At the Hôtel du Palais in Biarritz, France

What a Faulty Door Taught Me About Travel

 
Hôtel du Palais in Biarritz, France

Hôtel du Palais in Biarritz, France

The first time I stayed alone in a hotel, I was seventeen and passing through Biarritz on my way to northern Spain. I was to spend the entire summer there, improving my Spanish, and this single night at the Hôtel du Palais was merely a carefully planned pause in a journey organised down to the last detail by my family. My only task was to follow instructions faithfully.

I arrived from Paris by train and was welcomed with warm courtesy by the hotel manager, who had already reserved my dinner, chosen a menu for me, and allocated a room overlooking the Atlantic Ocean. I thanked him politely—somewhat shyly—while secretly longing to skip dinner altogether and rush upstairs to the verandah he had described as offering a truly unforgettable sunset.

But my family’s instructions were explicit, written neatly on a small piece of paper: Dinner at 8.30 p.m. No exceptions. Luckily, there was no indication of how long the meal should last. I therefore ate with admirable efficiency, my thoughts fixed entirely on the ocean waiting beyond my window.

When I finally reached my room, excitement quickly gave way to alarm. The door would not close properly. In an instant, my imagination conjured the image of a nocturnal thief making off with the precious contents of my suitcase: a few notebooks, some pencils, a map, two Spanish books, and the Swiss chocolates I unfailingly carry with me whenever I travel.
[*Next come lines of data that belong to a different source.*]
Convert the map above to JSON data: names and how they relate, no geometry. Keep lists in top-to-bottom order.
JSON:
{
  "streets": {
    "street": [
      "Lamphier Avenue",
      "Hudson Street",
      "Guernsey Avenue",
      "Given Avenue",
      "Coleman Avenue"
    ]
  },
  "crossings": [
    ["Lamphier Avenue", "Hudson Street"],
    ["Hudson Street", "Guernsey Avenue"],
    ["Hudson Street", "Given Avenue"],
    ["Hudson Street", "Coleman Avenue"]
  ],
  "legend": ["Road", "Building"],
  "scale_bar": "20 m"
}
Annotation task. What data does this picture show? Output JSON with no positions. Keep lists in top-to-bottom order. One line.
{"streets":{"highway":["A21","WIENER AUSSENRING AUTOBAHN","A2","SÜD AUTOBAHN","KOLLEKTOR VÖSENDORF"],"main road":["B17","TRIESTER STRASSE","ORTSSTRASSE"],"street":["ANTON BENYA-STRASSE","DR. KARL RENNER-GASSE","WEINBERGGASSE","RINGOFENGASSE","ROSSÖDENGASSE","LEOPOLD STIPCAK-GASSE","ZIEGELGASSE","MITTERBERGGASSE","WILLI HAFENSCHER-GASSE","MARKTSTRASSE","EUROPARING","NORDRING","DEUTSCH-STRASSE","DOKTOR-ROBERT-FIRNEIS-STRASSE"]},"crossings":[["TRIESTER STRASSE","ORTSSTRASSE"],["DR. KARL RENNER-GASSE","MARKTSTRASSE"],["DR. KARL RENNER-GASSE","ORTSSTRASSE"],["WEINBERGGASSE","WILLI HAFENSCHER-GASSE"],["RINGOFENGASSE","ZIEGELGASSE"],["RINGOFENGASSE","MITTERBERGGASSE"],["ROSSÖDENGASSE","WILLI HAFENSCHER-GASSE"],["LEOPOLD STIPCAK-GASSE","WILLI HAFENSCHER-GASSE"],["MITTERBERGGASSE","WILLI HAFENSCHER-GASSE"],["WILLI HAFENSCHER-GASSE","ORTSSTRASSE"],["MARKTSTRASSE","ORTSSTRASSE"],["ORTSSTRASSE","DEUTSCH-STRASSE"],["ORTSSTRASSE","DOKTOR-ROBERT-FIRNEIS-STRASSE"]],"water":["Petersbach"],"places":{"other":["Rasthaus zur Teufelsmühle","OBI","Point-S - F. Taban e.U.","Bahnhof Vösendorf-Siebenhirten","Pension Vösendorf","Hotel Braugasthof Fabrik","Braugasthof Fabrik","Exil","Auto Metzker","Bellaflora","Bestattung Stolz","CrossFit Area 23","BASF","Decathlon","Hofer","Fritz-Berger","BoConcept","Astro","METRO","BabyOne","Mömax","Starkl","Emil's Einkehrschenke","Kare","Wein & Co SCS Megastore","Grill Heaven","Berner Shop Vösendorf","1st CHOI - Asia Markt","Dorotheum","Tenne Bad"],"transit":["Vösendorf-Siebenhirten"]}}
Faced with this unexpected inconvenience, I improvised. I dragged a small desk in front of the door, placed a chair on top of it, and balanced a lampshade at the summit, constructing a fragile pyramid designed to collapse noisily should anyone attempt to enter. Satisfied with my ingenuity, I stepped out onto the verandah at last.

The Atlantic revealed itself in all its splendour as the sun dissolved into the sea, giving way to a night illuminated by the steady beam of the Biarritz lighthouse and a full moon hanging low over the water. It was mesmerising. After some time, lulled by the rhythm of the waves, I decided to order a crème caramel from room service.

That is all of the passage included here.